**Source material**
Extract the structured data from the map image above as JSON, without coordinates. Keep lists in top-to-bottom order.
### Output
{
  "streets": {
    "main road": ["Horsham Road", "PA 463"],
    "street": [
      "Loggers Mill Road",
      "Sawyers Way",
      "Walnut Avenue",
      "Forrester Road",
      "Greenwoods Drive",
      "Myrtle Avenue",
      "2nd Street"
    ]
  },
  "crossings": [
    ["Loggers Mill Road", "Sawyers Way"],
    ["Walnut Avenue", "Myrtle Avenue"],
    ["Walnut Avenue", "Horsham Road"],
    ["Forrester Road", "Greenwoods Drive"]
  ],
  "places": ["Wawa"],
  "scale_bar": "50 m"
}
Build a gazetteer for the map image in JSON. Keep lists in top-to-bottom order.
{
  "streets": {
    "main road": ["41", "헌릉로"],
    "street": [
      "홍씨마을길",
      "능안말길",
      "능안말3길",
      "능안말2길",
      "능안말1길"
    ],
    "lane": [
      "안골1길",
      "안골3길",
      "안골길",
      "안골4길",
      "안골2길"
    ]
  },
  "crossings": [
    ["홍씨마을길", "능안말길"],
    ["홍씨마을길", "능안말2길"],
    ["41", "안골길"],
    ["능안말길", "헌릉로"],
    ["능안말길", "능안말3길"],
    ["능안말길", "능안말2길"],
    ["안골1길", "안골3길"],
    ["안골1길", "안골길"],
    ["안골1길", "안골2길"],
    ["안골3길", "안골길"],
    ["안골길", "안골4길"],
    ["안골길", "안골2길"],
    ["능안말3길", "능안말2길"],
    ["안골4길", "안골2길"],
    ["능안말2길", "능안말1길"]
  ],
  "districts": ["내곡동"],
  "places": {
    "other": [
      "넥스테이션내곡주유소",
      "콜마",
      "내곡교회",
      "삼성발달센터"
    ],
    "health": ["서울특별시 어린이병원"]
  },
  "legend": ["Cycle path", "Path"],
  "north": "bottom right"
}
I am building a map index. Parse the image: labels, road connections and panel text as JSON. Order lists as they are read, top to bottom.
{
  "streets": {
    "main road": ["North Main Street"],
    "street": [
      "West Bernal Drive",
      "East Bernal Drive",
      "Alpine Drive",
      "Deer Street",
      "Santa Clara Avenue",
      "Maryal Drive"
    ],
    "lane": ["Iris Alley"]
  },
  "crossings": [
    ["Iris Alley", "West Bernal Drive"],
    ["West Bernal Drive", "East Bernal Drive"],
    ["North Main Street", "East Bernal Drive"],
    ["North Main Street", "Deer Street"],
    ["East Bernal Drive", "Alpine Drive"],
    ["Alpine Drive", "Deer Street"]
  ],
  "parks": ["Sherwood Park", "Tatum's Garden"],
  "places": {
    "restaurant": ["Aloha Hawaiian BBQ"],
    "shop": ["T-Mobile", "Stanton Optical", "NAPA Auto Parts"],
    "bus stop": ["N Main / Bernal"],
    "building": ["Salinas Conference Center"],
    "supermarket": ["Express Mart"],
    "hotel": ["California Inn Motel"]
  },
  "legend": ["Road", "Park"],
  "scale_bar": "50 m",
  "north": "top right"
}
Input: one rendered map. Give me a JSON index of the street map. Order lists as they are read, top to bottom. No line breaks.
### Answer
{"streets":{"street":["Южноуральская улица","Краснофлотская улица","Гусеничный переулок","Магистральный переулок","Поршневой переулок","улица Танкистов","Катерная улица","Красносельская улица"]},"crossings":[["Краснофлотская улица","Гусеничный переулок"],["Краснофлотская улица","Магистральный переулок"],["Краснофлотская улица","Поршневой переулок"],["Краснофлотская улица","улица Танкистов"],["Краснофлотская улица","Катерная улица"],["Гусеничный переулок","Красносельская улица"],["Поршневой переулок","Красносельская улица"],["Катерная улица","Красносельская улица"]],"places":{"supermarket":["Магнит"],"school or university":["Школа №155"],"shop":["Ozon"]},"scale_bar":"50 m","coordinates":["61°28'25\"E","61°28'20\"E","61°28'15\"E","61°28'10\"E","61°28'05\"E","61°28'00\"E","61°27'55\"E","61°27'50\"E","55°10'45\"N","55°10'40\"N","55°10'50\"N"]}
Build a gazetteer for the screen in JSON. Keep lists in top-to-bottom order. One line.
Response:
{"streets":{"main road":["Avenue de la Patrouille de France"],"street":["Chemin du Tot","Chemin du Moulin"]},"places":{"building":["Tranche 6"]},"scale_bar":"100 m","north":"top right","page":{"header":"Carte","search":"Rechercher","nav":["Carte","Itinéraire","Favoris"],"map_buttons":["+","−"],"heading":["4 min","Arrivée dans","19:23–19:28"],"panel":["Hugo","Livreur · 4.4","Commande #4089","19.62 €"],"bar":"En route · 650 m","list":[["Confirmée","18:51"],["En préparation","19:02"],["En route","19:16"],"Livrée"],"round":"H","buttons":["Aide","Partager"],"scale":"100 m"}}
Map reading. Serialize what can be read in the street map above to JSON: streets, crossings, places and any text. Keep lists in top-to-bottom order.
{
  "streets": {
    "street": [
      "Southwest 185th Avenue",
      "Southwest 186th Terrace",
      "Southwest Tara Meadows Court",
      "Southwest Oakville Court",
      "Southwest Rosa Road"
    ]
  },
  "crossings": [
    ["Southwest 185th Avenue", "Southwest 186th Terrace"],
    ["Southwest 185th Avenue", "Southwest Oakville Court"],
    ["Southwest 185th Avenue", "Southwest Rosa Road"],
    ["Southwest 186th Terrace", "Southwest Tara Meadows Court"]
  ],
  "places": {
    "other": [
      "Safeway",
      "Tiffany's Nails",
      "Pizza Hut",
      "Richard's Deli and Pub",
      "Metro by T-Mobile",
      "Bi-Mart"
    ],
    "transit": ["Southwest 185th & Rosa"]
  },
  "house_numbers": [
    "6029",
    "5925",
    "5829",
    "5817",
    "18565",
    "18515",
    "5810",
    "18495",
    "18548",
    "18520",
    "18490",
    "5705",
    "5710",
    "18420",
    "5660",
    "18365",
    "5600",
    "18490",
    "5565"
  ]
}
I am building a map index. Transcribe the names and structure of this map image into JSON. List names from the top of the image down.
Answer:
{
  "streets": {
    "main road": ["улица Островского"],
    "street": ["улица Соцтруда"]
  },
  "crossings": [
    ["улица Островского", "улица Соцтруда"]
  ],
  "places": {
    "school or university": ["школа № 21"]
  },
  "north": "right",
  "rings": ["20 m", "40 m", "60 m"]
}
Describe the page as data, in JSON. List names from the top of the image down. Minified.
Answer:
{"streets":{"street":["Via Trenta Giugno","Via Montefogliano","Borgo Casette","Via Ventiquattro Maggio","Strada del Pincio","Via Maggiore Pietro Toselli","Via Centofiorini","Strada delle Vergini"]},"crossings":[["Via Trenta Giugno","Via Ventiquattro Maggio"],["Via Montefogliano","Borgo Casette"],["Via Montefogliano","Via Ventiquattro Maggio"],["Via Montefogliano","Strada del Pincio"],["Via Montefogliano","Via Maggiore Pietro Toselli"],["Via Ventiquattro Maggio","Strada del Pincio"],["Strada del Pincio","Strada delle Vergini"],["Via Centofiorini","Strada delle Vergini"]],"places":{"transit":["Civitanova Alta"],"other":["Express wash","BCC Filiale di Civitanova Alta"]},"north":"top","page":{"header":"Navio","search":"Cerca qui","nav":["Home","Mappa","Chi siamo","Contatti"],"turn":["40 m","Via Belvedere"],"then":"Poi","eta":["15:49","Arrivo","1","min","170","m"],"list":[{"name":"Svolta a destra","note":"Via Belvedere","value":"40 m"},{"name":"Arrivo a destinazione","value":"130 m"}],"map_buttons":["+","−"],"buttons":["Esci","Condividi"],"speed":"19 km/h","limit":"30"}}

**What you should do**
Your answer should be every line from the material above in which the word "Court" appears.

**Problem solution**
      "Southwest Tara Meadows Court",
      "Southwest Oakville Court",
    ["Southwest 185th Avenue", "Southwest Oakville Court"],
    ["Southwest 186th Terrace", "Southwest Tara Meadows Court"]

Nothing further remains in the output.